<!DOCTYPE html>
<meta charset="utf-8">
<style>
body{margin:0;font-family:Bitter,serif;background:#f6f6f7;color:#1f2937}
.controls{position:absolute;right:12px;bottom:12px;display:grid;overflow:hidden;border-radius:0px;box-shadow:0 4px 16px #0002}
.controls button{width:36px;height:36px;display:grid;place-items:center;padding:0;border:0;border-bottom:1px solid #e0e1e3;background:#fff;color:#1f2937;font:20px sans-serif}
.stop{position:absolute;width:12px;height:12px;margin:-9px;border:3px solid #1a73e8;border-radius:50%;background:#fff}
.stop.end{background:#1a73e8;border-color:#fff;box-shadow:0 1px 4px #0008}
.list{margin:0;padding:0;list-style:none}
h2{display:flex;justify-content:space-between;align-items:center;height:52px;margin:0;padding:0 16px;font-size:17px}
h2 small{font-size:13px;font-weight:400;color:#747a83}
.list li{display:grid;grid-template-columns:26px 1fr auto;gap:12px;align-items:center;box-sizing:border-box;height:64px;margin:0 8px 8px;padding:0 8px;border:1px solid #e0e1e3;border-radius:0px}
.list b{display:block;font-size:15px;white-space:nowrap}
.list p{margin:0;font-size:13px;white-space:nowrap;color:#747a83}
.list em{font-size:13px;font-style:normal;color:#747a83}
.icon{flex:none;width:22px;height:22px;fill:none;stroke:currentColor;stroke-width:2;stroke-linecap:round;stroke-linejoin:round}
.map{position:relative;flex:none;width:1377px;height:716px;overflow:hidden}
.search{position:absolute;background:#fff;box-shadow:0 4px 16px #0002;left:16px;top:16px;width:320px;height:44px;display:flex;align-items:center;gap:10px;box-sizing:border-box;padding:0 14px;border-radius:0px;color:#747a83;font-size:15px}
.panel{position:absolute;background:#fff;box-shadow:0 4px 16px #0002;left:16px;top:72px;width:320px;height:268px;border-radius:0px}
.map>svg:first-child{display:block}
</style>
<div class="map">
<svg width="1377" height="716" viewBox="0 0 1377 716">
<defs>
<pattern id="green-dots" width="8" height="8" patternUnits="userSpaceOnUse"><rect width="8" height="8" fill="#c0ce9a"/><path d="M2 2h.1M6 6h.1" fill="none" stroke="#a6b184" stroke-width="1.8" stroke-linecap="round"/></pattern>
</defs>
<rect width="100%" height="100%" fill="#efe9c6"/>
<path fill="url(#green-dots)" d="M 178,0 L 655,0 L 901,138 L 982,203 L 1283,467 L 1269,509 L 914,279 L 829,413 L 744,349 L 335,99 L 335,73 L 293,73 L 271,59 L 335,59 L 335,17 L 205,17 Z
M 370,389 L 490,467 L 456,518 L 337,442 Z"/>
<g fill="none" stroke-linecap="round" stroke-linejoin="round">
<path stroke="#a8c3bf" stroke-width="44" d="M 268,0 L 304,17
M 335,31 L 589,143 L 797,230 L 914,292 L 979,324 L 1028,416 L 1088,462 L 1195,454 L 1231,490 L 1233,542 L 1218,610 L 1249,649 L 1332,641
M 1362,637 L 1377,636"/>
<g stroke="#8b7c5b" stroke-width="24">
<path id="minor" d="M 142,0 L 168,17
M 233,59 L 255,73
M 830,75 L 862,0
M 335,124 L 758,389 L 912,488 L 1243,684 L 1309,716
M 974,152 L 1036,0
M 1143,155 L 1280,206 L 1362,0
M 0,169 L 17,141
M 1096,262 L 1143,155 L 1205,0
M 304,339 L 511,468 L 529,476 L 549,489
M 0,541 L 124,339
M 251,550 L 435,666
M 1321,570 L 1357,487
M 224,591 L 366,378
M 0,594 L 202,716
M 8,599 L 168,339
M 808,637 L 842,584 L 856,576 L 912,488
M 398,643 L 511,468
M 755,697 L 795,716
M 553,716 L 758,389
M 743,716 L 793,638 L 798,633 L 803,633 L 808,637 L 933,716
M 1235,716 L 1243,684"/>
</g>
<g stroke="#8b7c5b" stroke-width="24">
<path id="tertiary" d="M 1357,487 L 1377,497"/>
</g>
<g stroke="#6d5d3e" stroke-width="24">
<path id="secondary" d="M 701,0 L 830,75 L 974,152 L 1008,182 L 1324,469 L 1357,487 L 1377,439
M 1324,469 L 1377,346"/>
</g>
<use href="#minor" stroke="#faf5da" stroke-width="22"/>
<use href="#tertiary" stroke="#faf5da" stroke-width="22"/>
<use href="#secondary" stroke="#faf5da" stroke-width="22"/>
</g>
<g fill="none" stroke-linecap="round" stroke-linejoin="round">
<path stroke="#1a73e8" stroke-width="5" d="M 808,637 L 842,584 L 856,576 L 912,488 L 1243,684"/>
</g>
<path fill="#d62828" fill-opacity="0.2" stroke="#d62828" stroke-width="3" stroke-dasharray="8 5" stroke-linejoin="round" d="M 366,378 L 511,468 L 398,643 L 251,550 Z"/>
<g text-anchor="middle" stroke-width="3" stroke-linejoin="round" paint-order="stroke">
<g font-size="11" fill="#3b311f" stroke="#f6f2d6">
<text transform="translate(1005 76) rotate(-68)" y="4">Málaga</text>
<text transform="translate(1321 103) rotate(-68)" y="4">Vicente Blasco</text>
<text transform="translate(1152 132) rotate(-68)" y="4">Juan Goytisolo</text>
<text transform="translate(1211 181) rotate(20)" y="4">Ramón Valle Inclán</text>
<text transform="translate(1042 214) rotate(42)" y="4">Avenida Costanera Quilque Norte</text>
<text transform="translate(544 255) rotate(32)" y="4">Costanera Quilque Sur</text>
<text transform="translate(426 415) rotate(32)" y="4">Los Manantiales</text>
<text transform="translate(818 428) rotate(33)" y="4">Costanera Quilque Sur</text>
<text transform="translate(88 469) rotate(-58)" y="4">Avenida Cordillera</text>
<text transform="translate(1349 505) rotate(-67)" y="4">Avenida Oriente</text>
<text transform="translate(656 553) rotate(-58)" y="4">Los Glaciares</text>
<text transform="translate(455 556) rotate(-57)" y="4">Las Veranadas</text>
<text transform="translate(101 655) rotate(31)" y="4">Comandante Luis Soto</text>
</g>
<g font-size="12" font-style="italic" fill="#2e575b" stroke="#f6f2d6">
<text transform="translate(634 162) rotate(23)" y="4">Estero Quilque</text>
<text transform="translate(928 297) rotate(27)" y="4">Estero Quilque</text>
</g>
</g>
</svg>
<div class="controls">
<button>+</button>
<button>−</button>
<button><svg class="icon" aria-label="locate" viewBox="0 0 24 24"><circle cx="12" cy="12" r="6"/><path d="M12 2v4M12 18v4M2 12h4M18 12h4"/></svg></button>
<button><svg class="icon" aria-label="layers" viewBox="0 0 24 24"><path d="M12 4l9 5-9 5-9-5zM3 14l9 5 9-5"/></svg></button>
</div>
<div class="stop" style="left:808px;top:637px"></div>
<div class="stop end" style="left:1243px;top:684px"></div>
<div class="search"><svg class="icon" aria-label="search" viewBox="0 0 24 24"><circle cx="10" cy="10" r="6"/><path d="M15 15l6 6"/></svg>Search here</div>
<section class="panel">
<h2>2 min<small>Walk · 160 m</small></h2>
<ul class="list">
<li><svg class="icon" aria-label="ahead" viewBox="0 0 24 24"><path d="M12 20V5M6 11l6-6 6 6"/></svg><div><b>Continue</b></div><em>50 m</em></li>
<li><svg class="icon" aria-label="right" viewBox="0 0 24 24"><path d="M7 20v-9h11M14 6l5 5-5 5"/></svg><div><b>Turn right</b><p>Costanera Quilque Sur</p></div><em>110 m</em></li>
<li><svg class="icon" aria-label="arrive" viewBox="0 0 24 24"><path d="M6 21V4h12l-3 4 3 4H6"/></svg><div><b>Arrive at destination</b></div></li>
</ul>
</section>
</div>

····················

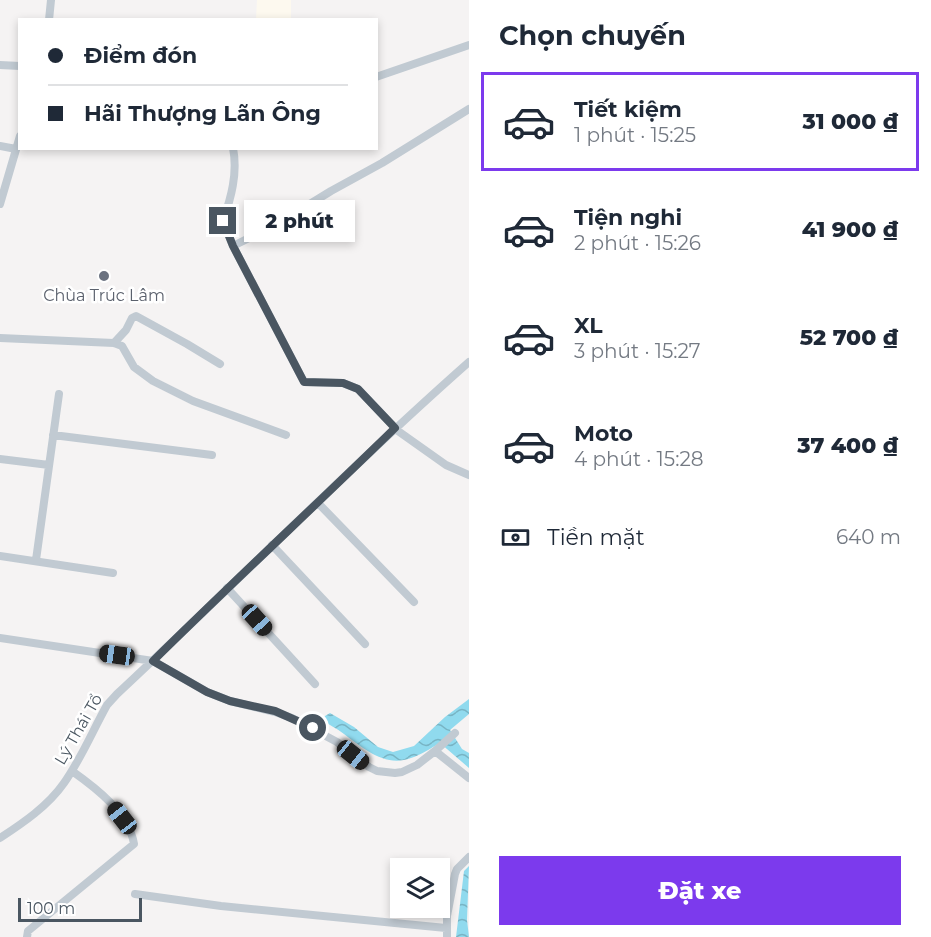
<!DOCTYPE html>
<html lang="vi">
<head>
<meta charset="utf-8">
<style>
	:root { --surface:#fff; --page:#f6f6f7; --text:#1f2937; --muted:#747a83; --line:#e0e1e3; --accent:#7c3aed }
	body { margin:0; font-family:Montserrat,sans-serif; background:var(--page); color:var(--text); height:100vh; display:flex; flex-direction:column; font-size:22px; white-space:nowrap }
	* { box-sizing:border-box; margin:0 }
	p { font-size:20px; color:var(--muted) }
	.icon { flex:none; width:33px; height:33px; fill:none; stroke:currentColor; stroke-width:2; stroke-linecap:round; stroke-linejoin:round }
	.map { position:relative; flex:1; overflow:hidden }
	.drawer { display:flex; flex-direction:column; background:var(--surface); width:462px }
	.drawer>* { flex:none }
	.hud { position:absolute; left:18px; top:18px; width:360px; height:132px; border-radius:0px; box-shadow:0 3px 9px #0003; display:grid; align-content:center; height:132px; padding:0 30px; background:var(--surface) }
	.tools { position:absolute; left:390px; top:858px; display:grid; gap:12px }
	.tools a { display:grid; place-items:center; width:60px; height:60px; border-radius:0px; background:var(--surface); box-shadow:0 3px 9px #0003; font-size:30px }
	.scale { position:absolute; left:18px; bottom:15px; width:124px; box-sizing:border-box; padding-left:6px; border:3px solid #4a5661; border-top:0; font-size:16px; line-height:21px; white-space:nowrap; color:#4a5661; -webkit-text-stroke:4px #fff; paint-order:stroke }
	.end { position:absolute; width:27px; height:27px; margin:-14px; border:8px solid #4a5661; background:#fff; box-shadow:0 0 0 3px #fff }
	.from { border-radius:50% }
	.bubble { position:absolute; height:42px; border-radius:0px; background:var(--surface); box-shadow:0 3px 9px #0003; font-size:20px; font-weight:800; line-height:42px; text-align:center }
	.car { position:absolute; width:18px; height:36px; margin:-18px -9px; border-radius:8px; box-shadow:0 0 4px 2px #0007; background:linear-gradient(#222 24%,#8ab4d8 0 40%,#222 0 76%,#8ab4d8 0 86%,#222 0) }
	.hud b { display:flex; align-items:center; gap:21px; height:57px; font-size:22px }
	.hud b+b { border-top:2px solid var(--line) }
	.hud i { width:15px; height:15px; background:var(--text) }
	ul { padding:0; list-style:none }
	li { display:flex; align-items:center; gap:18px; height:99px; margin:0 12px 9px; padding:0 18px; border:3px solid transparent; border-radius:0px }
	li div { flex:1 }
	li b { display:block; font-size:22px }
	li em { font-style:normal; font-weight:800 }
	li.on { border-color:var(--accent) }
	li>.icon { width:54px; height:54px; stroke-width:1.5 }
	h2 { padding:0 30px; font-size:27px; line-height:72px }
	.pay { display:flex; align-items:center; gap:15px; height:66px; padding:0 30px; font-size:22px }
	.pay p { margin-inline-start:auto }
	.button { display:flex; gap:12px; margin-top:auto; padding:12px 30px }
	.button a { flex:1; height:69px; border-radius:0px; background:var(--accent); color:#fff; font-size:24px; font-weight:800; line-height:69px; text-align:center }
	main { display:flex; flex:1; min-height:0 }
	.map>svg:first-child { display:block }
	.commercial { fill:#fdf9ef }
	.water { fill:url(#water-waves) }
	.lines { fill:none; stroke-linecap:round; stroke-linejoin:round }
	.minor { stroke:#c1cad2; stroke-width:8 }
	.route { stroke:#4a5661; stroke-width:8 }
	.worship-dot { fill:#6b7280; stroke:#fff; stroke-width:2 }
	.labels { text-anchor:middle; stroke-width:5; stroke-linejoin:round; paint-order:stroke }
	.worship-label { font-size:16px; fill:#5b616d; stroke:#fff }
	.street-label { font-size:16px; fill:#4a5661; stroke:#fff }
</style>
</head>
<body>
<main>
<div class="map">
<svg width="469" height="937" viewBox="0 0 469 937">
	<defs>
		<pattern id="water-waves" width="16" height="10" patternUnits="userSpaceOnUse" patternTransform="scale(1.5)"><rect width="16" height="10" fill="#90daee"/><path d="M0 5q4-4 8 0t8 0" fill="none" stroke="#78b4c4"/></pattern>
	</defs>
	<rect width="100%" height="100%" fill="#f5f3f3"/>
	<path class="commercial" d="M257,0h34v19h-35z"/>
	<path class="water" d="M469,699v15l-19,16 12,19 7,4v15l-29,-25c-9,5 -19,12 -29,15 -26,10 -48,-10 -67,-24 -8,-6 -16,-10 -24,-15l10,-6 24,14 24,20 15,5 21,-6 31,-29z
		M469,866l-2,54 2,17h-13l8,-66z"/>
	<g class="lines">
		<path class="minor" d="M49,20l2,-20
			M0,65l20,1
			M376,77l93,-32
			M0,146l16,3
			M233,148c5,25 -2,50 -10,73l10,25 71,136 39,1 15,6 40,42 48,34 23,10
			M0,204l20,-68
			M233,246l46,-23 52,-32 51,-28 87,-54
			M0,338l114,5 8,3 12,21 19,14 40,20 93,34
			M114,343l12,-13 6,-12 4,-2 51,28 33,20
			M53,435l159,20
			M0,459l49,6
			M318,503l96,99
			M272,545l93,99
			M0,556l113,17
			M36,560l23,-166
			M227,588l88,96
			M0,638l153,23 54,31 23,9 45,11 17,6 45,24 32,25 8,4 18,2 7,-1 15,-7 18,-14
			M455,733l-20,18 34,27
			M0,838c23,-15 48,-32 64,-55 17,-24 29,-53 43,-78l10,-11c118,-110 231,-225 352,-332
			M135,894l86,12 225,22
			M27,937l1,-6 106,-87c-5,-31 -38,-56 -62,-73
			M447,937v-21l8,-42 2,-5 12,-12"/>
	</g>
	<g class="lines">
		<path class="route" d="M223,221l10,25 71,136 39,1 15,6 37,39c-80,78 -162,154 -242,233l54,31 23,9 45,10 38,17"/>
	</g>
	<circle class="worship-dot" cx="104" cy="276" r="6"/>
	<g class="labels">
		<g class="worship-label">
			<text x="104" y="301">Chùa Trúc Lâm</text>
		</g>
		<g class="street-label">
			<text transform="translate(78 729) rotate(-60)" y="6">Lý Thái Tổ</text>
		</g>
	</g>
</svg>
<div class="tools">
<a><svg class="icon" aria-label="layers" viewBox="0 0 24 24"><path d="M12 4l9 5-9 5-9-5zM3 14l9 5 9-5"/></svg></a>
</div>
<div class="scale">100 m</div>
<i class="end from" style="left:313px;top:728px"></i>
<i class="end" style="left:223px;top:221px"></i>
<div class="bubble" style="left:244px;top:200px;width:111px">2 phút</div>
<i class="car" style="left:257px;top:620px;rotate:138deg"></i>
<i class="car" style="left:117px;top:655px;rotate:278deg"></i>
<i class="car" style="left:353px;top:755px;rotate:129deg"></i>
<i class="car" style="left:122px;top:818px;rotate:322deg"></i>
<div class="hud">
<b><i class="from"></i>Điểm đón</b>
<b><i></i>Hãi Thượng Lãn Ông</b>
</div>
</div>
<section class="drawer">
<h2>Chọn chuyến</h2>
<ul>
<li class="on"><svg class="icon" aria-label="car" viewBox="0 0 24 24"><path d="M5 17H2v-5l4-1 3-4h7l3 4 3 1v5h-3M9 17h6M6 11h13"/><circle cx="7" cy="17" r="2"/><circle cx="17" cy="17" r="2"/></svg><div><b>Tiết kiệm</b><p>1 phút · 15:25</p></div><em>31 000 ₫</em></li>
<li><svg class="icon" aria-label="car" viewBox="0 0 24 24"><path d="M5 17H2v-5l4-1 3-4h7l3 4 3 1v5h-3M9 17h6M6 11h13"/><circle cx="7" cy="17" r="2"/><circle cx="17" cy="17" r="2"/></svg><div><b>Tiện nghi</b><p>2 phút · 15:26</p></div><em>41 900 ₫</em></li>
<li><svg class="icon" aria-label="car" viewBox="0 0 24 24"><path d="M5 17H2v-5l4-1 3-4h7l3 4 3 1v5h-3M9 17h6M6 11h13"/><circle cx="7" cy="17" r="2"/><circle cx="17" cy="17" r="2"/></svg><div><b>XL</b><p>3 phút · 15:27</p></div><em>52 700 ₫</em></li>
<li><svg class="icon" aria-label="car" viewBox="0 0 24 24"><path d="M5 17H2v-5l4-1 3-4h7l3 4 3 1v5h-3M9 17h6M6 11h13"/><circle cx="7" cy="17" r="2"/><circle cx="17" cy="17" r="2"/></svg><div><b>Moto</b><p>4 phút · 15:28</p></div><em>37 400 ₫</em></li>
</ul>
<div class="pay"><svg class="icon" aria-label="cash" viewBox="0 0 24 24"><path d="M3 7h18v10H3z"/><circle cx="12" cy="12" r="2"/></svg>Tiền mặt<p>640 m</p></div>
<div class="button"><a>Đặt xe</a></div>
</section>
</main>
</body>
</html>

····················

Each line holding the word "html" must be copied from the data.

- _SOLUTION FOR THIS PROBLEM_
<!DOCTYPE html>
<!DOCTYPE html>
<html lang="vi">
</html>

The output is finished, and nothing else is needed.